I have no issues about you guys taking the trip. Nope not at all. The country will always be there, well if I at least decide to go before 2012 decides to take place which I obviously pray it doesn't.

It it the approach taken when I actually told the situation I am facing at home. So much for friends being understanding. I HATED the fact that I had to open a message telling me to take the next 2 days to think about it carefully. My question is this: HELLO! Which part of "situation at home is bad" did you not understand? OR wait? Were you thinking that I would actually stoop so low as to lie just because days before I mentioned that I do not want to go anywhere if the other 2 are present. I am not that dumb to use my family as an excuse.
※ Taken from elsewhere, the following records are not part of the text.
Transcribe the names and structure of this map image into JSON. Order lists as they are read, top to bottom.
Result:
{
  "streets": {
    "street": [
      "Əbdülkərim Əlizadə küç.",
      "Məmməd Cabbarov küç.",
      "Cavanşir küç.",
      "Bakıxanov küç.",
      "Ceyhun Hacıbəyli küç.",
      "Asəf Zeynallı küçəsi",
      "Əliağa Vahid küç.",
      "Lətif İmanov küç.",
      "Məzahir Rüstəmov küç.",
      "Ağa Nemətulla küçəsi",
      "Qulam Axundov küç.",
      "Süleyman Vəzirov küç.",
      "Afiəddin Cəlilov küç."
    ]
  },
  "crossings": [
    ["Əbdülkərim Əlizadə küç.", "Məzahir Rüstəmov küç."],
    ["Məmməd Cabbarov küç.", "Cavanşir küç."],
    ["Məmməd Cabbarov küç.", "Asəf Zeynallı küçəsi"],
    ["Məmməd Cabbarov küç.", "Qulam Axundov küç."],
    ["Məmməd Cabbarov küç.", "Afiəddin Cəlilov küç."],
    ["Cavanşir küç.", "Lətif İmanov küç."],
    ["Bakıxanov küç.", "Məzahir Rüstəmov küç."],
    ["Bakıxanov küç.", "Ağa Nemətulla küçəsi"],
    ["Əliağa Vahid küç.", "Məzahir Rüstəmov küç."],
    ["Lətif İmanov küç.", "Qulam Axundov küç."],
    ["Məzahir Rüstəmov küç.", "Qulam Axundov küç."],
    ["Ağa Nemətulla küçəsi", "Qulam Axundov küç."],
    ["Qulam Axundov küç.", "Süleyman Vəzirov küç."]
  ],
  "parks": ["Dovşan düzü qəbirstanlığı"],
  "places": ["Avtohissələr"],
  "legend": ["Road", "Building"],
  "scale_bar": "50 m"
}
Of all the people in the world, you.

AND, I know for the fact that if a friend was having problem, I would wait. I would ask if she is ok and not ask her to think carefully or say if money is an issue we can sort things out. May be it was said out of good will and I am over reacting but place yourself in my shoes and see it from my point of you. I mean, yea, I understand the excitement but what was all that talk about going as a group, a decade of friendship and being there for each other? Right, I saw all that in action alright.

Go for all I care, Honestly, I don't mind but before you give me that stupid speech again, think in your heart whether you really even mean it first. Then preach.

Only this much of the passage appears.